There's a a fair amount of research to be done on the iSCSI vs. NFS bit so I'd suggest looking at some of the other posts on the forum to learn about it.
 

Tancients

Dabbler
Joined
May 25, 2015
Messages
23
There's a a fair amount of research to be done on the iSCSI vs. NFS bit so I'd suggest looking at some of the other posts on the forum to learn about it.
That's actually where a bunch of the questions I have come from. Many older posts reference more headaches getting iSCSI to work than NFS, but I also have been seeing more recent suggestions citing to go with iSCSI in the VM scenario, so I was hoping to get clarification, or if I should still be sticking with NFS across the board still.

The most useful, recent, thread I've found is here: https://forums.freenas.org/index.php?threads/esxi-nfs-datastore-what-are-best-practices.26947/

Good argument for iSCSI (Even if it means adding a SLOG) is quoted below:
Also, NFS is a *terrible* choice for a datastore. If performance is your concern NFS shouldn't even be considered. NFS alone *significantly* increases your hardware requirements.

There's Bug 1531 lovingly full of info thanks to jgreco which shows NFS and iSCSI both have performance issues and simply throwing max ram isn't necessarily the right way to do it. So part of my concern regarding ram usage (in order to gauge scaling) is brought up well here: http://www.zfsbuild.com/2012/03/05/when-is-enough-memory-too-much-part-2/ and I'm aware that filesystem can affect the outcome. Plus iSCSI eliminates benefit of using ZFS for granular snapshots and restores, unless I use NFS for fileshares, perhaps?
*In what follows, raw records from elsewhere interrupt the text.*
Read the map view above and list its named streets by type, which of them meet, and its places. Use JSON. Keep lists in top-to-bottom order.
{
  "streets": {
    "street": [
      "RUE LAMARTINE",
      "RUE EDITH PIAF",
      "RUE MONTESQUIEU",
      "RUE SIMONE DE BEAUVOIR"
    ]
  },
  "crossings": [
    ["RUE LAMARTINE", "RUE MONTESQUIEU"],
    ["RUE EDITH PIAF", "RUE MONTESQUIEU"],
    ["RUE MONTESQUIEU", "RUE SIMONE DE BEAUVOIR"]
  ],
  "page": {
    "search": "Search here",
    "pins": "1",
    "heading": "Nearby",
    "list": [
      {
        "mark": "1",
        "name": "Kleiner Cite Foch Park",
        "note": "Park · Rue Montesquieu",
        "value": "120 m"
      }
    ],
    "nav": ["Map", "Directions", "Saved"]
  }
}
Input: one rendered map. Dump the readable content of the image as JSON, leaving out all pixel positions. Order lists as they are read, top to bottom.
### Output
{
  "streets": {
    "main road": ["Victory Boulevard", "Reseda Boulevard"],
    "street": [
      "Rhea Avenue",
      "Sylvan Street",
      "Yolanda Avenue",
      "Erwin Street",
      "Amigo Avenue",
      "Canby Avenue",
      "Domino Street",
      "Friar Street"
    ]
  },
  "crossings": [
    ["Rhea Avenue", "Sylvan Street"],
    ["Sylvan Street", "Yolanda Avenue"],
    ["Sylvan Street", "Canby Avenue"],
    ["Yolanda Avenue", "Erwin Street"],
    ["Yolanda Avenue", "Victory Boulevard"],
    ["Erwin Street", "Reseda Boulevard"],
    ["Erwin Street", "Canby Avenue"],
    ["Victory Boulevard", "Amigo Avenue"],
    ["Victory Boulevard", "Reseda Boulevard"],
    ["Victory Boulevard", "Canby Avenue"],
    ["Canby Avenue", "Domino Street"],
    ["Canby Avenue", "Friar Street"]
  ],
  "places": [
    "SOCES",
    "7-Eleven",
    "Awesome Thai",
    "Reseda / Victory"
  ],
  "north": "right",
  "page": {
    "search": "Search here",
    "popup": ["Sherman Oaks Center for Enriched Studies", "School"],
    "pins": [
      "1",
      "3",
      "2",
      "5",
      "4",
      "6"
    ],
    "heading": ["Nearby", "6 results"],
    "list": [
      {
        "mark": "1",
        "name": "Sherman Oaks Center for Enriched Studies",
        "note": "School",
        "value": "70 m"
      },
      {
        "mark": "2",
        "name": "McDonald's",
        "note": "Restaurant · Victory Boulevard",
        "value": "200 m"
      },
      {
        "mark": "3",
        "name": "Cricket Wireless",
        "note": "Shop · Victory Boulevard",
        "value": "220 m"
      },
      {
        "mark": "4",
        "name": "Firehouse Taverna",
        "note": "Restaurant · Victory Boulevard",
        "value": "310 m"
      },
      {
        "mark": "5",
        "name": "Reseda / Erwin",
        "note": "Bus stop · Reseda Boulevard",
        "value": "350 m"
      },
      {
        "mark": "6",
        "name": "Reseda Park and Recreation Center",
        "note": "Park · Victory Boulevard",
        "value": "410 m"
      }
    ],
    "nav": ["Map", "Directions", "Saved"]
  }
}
I also see comments like "It is interesting to note that if the need for a datastore with faster reads is greater then NFS is the way to go but if faster writes are needed then iSCSI is the way to go." which implies a bit more disagreement with the structure and format, and even posts here have back and forth.

Perhaps it's something I'll just need to test and tinker, but I'd rather not have to migrate data off and recreate all the links if I can avoid it.
 

cyberjock

Inactive Account
Joined
Mar 25, 2012
Messages
19,525
I'm sorry, but bug 1531 is out of date and would have to be retested. There are many aspects of ZFS that have changed since that ticket was generated, so unless someone is going to go back and re-perform these tests, i'm not sure how much value is added by reading that bug report. 3 years is a long time (about 1/3 of the total lifespan that ZFS has existed).

The statement you made in bold is basically not possible. Things are not that simple with ZFS, and aren't going to be that simple. There are too many things going on with ZFS to do a true breakdown to that kind of simplicity while having the statement actually be accurate for even a majority of situations.
 

Tancients

Dabbler
Joined
May 25, 2015
Messages
23
I had a feeling that was the case, so I was trying to narrow down on details, see what was relevant still and what may not be. Is the 50% free space still a requirement for iSCSI over ZFS? Is there any benefit for having file shares (pictures, movies, etc) mapped as NFS vs just making it part of the ESXi datastore in terms of performance, or will the split types be more hassle/bigger headache and just leave everything iSCSI?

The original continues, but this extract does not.